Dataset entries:
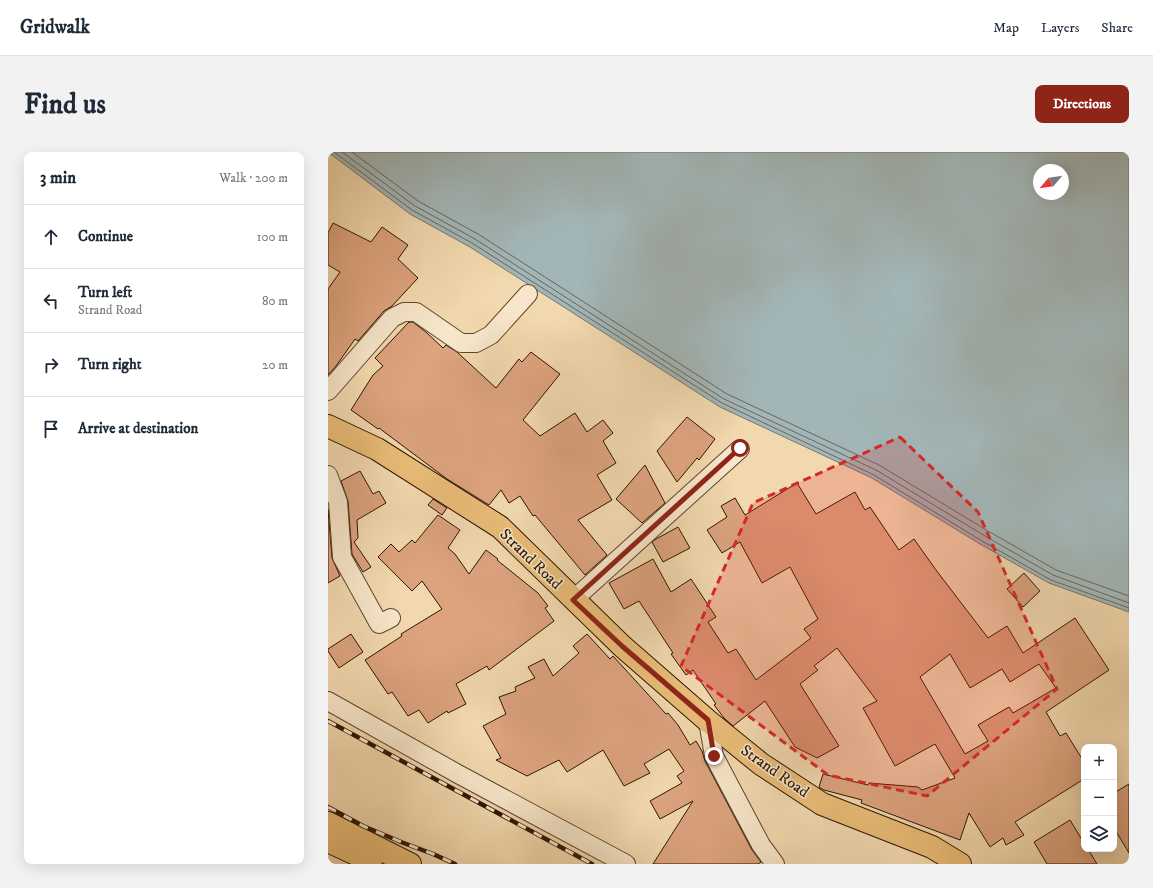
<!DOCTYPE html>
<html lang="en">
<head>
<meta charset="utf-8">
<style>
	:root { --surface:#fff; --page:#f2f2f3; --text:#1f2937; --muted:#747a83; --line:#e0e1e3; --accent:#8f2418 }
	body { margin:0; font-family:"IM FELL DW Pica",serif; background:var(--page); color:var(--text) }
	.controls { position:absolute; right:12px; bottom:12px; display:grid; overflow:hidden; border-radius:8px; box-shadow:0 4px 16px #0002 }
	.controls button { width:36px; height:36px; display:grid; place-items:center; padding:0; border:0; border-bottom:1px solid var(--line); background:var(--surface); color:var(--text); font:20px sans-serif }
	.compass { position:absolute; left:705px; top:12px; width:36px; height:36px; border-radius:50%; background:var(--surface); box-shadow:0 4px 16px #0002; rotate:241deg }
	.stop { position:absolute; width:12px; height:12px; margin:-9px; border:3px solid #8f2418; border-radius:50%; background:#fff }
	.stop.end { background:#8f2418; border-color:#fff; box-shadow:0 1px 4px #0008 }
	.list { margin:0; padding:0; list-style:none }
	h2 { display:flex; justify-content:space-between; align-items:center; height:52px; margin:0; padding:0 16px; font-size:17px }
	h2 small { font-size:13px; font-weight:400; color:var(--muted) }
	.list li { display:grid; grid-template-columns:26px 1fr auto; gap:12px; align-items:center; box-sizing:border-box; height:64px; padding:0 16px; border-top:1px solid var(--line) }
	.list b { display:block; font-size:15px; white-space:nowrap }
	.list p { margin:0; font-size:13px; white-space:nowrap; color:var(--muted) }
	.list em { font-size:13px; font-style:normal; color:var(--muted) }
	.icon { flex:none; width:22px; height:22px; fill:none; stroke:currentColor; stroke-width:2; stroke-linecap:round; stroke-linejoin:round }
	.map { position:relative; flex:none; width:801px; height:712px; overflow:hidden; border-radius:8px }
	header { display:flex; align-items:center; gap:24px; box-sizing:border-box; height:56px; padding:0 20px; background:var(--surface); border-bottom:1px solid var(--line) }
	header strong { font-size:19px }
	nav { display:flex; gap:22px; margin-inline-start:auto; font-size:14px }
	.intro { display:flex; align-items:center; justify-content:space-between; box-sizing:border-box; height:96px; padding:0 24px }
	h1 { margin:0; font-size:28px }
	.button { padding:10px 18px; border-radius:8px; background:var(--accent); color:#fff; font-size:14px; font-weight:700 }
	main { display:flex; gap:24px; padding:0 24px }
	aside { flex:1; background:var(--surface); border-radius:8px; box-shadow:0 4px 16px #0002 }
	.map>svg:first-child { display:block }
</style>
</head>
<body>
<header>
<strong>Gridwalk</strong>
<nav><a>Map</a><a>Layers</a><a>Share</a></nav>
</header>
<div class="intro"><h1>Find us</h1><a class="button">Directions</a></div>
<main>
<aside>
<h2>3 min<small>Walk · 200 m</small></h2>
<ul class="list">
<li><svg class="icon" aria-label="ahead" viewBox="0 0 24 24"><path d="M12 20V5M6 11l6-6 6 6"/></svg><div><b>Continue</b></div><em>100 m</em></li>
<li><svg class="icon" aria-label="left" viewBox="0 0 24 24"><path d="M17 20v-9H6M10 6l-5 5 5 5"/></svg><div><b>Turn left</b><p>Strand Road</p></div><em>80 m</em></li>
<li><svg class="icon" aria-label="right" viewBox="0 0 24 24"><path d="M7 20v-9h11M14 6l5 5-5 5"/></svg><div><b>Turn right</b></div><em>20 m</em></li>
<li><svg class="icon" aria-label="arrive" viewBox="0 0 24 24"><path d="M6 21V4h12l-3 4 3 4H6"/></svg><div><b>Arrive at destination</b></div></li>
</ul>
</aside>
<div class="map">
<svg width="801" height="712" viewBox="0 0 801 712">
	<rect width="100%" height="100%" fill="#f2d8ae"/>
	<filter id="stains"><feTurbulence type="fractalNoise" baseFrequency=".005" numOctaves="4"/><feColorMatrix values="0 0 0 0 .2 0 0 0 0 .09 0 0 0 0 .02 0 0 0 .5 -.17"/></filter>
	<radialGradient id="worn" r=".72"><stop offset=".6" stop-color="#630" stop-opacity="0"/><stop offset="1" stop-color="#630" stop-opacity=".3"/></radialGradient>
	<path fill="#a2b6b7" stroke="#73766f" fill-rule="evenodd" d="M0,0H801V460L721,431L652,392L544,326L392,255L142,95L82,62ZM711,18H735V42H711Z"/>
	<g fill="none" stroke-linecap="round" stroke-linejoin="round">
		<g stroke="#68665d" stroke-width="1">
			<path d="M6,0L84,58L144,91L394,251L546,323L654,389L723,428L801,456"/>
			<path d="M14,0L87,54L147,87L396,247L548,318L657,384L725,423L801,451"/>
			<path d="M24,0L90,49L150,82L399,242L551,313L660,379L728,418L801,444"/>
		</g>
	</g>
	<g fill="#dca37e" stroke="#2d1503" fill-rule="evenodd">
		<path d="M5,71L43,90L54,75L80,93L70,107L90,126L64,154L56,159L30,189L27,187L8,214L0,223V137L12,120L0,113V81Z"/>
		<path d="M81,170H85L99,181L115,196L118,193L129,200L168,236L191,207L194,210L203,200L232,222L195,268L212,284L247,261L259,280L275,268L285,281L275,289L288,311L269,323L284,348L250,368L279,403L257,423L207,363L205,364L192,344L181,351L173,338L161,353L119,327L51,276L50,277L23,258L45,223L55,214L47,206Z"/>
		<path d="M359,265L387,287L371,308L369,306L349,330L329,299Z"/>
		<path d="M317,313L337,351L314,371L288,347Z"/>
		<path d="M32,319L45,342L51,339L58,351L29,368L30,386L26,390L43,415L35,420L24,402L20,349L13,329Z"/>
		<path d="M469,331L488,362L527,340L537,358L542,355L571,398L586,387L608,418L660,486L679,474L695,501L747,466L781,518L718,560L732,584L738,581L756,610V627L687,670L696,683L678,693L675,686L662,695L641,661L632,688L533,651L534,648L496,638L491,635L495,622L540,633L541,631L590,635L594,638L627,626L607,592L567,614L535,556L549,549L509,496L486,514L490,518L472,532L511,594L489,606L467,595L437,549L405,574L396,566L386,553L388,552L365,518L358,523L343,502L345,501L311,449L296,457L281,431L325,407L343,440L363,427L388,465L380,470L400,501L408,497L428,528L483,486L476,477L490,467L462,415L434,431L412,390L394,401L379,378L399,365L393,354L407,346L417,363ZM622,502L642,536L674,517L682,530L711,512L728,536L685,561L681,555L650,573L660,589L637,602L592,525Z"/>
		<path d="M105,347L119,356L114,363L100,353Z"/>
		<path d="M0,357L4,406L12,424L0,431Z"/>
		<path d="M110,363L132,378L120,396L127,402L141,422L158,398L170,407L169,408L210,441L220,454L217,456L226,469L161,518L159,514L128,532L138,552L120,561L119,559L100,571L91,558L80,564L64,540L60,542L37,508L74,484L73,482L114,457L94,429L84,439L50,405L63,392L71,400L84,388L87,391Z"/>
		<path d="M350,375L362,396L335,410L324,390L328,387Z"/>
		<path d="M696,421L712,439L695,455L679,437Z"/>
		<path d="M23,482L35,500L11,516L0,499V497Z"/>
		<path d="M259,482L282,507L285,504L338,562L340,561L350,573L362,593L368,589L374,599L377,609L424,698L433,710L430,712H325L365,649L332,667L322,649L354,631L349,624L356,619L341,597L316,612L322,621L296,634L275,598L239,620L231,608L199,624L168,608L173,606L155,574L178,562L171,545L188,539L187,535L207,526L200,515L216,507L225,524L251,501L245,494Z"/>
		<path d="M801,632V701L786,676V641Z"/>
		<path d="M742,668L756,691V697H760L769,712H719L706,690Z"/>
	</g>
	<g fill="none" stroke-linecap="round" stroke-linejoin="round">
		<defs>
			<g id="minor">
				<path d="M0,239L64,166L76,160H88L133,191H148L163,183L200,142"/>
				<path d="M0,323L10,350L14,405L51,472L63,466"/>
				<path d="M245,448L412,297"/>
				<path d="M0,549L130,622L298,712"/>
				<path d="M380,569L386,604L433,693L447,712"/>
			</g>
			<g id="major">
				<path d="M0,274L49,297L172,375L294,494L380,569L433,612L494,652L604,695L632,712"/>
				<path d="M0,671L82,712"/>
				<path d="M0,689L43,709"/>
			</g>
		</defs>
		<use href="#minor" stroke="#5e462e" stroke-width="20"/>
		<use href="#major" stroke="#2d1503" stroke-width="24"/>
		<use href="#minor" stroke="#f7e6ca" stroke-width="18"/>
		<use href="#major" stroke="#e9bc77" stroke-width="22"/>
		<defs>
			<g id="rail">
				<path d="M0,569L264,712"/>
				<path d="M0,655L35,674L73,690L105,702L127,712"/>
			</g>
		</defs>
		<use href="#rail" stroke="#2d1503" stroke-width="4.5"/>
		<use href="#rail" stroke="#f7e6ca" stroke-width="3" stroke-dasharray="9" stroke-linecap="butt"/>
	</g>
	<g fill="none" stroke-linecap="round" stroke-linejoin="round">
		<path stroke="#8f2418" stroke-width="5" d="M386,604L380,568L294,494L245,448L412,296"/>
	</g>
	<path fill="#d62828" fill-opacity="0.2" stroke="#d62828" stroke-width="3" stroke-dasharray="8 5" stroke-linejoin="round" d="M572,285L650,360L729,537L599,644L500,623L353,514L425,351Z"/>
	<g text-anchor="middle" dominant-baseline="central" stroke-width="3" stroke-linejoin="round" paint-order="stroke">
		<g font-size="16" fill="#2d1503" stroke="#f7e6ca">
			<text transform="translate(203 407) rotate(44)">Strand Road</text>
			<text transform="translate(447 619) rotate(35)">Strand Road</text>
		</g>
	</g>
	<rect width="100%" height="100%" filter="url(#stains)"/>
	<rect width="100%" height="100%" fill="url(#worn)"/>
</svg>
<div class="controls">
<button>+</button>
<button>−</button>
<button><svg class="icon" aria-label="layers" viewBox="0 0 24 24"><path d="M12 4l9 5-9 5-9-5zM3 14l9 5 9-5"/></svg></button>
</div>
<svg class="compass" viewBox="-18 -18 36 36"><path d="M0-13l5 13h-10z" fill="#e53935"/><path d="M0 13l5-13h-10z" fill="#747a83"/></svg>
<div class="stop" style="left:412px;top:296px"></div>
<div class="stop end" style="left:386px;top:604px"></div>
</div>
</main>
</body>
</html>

...

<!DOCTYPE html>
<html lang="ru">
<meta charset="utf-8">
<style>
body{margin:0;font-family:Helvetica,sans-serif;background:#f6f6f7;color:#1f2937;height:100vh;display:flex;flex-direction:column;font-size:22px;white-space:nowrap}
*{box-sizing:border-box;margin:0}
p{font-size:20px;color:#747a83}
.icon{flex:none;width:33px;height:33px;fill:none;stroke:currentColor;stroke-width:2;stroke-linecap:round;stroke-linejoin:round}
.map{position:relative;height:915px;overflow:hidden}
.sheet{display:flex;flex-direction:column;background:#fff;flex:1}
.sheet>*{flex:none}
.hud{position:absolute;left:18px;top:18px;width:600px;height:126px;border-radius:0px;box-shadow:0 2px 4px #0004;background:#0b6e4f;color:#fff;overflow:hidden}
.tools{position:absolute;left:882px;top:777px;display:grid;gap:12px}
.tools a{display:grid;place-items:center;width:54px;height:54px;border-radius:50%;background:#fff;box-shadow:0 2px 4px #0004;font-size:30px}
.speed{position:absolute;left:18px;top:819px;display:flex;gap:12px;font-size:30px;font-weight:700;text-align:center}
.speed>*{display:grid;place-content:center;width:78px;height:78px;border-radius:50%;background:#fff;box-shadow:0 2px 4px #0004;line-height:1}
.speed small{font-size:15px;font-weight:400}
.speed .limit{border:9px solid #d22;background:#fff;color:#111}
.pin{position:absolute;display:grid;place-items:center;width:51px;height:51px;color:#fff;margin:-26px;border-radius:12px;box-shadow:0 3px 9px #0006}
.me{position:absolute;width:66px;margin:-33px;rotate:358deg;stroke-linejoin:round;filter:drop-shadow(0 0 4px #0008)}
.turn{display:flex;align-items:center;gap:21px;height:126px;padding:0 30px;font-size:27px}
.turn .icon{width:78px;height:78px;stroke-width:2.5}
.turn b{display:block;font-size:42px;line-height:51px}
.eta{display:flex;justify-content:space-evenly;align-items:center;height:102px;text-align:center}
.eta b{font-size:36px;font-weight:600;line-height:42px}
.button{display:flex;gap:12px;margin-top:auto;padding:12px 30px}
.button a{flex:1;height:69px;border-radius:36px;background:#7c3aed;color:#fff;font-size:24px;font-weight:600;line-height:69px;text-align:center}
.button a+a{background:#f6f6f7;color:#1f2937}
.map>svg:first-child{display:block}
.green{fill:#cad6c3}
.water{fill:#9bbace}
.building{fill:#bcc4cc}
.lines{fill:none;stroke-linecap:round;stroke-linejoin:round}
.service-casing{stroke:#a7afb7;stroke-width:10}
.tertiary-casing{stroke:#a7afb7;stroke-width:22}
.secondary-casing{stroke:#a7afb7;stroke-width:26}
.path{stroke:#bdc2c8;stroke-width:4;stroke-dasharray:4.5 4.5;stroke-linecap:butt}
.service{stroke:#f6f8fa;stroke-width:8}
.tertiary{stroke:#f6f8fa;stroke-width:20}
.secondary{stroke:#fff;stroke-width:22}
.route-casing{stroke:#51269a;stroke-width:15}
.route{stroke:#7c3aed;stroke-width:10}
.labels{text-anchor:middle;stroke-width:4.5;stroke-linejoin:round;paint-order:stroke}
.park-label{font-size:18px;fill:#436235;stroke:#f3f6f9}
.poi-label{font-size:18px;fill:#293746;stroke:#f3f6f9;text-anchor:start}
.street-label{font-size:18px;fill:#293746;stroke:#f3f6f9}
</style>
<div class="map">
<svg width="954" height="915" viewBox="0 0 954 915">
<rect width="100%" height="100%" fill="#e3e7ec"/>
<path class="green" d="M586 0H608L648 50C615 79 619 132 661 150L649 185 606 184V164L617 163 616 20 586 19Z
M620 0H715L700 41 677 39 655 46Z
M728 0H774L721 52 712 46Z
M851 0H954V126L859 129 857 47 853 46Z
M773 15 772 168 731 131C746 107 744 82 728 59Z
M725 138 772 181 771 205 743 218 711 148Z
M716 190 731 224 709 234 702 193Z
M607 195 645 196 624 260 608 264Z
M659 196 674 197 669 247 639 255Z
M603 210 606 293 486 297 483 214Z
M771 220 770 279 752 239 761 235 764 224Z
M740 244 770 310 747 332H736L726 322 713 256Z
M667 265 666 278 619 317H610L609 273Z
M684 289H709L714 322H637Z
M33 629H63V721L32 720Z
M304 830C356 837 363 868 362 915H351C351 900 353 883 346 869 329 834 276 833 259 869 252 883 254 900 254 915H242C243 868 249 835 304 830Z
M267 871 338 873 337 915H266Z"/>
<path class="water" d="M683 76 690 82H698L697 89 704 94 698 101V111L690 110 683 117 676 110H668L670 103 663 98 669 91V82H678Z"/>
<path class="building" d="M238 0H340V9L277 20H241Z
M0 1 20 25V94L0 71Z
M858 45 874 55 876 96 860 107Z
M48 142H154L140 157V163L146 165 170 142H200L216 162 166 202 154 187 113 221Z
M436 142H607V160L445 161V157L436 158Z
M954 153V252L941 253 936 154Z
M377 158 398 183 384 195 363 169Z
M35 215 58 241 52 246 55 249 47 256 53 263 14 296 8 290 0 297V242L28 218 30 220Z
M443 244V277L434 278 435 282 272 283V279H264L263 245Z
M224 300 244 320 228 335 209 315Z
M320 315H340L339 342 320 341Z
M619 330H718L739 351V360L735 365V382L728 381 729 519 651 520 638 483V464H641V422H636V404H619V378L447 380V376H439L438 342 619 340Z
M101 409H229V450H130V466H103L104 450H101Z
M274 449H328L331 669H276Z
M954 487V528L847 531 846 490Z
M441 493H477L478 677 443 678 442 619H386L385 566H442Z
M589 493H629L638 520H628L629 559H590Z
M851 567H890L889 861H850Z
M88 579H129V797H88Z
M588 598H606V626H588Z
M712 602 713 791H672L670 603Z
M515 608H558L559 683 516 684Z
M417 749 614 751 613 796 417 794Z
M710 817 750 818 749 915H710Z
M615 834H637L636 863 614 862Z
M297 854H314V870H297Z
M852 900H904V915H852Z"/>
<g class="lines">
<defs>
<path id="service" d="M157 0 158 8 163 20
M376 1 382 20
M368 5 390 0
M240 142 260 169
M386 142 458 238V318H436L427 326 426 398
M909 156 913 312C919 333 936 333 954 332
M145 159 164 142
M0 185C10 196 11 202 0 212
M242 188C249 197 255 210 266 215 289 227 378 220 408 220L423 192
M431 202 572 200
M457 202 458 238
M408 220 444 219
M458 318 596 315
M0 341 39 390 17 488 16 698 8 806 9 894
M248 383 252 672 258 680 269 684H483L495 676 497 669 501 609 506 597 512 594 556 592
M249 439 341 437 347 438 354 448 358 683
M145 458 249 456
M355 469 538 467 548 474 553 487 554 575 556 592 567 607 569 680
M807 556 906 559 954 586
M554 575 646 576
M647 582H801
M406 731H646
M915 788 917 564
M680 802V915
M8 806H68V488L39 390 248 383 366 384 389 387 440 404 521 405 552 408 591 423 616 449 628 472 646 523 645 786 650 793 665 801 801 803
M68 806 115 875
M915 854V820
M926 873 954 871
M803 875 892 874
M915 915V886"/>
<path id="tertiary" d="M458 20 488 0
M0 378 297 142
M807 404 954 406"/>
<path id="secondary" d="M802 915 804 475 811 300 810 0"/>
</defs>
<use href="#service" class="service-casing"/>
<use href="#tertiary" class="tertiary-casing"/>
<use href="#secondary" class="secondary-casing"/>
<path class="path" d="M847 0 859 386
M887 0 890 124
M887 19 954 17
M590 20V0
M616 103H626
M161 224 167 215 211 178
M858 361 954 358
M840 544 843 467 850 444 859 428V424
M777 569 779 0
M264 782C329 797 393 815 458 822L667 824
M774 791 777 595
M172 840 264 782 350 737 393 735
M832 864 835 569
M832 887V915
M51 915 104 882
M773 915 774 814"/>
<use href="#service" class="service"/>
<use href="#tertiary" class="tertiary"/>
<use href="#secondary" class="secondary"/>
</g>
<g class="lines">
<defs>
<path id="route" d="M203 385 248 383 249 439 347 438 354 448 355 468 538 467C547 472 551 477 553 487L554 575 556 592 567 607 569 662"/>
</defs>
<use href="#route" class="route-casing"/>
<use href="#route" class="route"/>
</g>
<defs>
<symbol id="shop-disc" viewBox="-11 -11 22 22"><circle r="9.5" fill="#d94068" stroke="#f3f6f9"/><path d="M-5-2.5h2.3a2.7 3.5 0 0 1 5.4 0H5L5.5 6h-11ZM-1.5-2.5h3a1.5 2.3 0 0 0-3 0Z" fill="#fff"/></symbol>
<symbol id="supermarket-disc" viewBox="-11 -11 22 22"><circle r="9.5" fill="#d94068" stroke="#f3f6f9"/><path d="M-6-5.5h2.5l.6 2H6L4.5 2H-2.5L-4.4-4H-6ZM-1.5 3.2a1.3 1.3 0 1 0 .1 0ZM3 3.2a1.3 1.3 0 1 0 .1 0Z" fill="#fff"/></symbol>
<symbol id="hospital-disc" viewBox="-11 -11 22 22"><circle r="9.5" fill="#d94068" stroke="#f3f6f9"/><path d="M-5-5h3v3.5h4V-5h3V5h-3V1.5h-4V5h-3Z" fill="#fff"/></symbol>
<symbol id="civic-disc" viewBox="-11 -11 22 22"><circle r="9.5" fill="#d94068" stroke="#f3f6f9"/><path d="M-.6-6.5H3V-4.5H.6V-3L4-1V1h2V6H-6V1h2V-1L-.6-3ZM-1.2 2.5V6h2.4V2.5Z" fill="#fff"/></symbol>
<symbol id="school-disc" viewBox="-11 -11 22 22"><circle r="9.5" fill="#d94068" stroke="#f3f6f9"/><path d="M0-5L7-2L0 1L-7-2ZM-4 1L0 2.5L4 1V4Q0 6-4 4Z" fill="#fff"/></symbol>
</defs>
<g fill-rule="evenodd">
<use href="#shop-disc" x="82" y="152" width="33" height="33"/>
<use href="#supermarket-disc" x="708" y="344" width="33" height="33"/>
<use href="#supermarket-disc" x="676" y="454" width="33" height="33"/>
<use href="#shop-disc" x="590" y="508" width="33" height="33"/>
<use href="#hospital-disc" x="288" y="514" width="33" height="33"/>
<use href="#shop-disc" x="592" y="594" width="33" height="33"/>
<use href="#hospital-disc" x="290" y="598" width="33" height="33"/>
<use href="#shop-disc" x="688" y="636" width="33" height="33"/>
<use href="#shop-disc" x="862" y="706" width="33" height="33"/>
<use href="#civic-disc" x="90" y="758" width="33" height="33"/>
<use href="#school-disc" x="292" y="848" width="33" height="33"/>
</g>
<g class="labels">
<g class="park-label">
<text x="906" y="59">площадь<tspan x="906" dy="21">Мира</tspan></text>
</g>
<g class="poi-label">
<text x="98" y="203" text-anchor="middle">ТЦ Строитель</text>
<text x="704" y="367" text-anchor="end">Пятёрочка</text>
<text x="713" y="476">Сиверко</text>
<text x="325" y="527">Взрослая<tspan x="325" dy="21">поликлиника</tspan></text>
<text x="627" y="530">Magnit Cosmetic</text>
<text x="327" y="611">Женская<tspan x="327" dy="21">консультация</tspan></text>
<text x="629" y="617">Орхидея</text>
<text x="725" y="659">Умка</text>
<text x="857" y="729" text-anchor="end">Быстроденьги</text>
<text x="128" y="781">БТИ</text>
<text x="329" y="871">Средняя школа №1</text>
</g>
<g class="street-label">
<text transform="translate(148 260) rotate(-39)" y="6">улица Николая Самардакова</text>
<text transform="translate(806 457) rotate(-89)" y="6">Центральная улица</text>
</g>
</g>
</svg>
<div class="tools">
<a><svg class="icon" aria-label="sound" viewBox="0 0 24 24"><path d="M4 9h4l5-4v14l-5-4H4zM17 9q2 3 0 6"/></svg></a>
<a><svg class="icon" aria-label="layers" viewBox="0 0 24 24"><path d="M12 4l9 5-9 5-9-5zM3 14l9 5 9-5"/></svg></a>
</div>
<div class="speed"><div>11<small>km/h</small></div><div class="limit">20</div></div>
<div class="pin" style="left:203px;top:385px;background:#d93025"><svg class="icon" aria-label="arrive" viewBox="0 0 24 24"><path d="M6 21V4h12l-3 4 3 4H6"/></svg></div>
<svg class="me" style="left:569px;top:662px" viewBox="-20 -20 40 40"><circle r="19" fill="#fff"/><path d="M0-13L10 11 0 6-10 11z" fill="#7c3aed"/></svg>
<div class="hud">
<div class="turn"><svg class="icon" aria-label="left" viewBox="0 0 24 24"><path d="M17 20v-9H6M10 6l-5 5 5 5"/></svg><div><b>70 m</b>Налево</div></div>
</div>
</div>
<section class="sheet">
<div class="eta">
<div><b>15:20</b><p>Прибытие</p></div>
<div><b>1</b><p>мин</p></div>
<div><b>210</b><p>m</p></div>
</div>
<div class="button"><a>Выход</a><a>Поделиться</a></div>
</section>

WORK TASK ->
Look above for the line with "margin:0; font-size:13px; white-space:nowrap;" and the line with "flex:none; width:22px; height:22px;", and reproduce exactly those two lines plus every line between, nothing more.

RESPONSE BOX ->
	.list p { margin:0; font-size:13px; white-space:nowrap; color:var(--muted) }
	.list em { font-size:13px; font-style:normal; color:var(--muted) }
	.icon { flex:none; width:22px; height:22px; fill:none; stroke:currentColor; stroke-width:2; stroke-linecap:round; stroke-linejoin:round }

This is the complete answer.